/nmlpg

Primary LanguageHTML

NMLPG Reading Group

Repository of example code, notebooks, data, etc. for the NMLPG "reading group" at Narrative Science.

Getting started

Dependencies

We assume you're running Python 3.6+. requirements.txt has most of the dependencies you'll need to run any code you find here. Just do the usual:

pip install -r requirements.txt

One extra piece of setup is to install any spacy models you'll need. Since we'll be working with word vectors, I would go ahead and install the one with the most extensive vector information:

python -m spacy download en_core_web_lg

This downloads the model to disk and is a one-time operation. You'll then be able to set up a Spacy parser by running:

import spacy
nlp = spacy.load('en_core_web_lg')

See here for more details on spacy models.
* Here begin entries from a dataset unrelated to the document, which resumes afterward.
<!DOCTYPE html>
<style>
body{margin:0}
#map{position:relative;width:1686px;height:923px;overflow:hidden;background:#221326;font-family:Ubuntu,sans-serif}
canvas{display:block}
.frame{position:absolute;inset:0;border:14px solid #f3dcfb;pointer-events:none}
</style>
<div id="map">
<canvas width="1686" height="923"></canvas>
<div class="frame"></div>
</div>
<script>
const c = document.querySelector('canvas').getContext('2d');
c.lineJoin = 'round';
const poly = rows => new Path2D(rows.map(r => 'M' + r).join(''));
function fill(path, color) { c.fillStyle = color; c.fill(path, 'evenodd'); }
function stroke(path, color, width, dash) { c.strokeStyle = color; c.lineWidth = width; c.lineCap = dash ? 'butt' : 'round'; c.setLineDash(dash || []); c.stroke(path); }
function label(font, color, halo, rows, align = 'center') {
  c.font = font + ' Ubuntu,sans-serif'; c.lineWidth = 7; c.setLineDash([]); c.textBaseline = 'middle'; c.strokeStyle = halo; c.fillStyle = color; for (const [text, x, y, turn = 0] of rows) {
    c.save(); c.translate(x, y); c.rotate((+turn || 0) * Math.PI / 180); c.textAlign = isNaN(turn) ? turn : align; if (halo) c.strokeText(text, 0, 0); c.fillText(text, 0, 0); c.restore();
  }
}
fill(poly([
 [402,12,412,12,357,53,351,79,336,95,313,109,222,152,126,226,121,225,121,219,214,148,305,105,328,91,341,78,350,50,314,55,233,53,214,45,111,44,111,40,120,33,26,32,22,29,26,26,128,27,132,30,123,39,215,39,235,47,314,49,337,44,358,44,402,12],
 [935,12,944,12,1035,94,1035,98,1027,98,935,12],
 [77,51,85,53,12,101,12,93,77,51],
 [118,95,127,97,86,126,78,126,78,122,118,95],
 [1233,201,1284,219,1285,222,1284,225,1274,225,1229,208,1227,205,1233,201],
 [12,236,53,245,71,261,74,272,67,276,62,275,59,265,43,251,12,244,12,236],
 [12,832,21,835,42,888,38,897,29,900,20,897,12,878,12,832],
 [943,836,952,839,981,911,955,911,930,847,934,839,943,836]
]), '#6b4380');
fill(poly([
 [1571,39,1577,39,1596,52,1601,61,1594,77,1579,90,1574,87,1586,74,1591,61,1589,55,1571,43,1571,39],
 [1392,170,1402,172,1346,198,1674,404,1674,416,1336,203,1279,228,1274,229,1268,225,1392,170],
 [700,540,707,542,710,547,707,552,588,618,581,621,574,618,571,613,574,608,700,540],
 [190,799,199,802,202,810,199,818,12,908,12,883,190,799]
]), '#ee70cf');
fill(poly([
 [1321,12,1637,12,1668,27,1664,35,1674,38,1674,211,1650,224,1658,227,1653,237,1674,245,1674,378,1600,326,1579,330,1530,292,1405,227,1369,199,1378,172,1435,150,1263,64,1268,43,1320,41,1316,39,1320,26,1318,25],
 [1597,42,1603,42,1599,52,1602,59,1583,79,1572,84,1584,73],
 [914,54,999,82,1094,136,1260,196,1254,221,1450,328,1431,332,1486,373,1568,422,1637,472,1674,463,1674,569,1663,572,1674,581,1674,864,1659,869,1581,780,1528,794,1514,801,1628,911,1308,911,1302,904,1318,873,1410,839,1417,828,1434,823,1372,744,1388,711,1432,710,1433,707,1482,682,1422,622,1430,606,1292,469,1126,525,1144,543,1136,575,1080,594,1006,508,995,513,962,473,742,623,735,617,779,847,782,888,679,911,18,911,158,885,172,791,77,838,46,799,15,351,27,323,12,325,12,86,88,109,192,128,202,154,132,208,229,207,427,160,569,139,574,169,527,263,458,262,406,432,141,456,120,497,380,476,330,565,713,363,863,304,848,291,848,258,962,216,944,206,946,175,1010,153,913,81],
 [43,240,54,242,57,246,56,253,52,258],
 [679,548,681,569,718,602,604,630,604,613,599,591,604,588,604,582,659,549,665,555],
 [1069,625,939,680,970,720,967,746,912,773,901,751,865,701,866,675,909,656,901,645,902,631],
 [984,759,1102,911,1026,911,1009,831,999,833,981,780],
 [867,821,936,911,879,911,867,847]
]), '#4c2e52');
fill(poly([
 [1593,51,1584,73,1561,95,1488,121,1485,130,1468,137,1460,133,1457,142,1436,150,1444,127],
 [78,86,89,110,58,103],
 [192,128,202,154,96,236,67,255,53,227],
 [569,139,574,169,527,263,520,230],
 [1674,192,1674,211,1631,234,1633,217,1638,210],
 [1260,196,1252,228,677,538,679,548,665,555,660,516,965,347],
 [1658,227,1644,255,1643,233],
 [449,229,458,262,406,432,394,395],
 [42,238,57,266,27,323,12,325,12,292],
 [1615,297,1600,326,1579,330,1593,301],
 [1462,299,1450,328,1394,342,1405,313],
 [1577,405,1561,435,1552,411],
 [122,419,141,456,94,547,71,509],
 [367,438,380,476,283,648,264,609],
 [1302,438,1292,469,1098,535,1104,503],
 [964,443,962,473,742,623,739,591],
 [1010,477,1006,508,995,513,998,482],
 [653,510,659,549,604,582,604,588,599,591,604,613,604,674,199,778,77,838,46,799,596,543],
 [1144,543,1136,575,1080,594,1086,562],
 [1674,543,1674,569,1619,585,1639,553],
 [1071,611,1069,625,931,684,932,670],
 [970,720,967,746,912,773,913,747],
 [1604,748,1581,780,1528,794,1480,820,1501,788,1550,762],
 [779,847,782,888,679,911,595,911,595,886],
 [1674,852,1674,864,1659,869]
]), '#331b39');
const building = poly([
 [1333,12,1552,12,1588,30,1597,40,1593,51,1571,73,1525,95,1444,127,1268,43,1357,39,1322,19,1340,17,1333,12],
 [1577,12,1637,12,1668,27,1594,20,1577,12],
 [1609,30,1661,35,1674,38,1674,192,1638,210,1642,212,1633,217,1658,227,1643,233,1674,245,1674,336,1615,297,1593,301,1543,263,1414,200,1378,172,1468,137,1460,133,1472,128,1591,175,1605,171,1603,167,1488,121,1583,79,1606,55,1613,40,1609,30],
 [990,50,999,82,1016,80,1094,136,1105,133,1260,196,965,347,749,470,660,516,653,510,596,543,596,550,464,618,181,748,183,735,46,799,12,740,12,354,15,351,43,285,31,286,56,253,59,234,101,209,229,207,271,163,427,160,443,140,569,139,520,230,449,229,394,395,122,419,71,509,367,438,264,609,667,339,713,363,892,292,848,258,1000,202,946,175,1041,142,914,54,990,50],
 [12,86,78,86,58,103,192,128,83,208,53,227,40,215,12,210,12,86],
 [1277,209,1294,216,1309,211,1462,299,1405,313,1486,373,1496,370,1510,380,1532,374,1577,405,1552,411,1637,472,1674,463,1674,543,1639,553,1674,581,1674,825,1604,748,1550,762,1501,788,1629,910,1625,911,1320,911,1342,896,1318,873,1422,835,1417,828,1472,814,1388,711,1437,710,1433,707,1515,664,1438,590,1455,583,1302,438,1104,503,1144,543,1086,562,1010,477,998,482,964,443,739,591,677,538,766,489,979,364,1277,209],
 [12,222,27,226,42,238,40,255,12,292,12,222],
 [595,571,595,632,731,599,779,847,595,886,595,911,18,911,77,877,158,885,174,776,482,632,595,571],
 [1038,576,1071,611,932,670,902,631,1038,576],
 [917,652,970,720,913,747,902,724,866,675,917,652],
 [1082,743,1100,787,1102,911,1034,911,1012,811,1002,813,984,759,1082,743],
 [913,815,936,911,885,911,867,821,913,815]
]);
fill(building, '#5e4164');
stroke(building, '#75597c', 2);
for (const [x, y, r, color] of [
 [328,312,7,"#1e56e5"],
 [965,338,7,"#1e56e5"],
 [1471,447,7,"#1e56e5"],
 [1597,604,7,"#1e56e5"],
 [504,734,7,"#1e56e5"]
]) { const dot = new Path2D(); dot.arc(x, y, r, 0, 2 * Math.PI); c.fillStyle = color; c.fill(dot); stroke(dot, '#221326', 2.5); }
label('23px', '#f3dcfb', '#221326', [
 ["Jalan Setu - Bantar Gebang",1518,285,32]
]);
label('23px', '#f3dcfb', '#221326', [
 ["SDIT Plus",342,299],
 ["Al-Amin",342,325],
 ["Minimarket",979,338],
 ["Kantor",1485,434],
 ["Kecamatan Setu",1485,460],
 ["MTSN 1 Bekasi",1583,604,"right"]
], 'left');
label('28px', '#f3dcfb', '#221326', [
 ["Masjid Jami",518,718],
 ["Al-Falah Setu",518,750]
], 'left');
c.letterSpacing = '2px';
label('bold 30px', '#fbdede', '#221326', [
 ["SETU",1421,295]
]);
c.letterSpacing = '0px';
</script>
If you want to run LargeVis, you'll have to install and run that separately in a Python 2 environment following the instructions here. Specific examples in the relavant notebook(s) folder explain the details.

Running notebooks

To run the notebook files, just navigate to the notebooks directory and run jupyter notebook from the command line. This will open the Jupyter UI in your default web browser, and you should be able to access any of the notebooks from there.

Datasets

Amazon review data

Thanks to Julian McAuley for sharing this data. From the dataset homepage:

This dataset contains product reviews and metadata from Amazon, including 142.8 million reviews spanning May 1996 - July 2014...includes reviews (ratings, text, helpfulness votes), product metadata (descriptions, category information, price, brand, and image features), and links (also viewed/also bought graphs).

See the "Introduction to Amazon review data" for an overview of the data format and how we're working with it.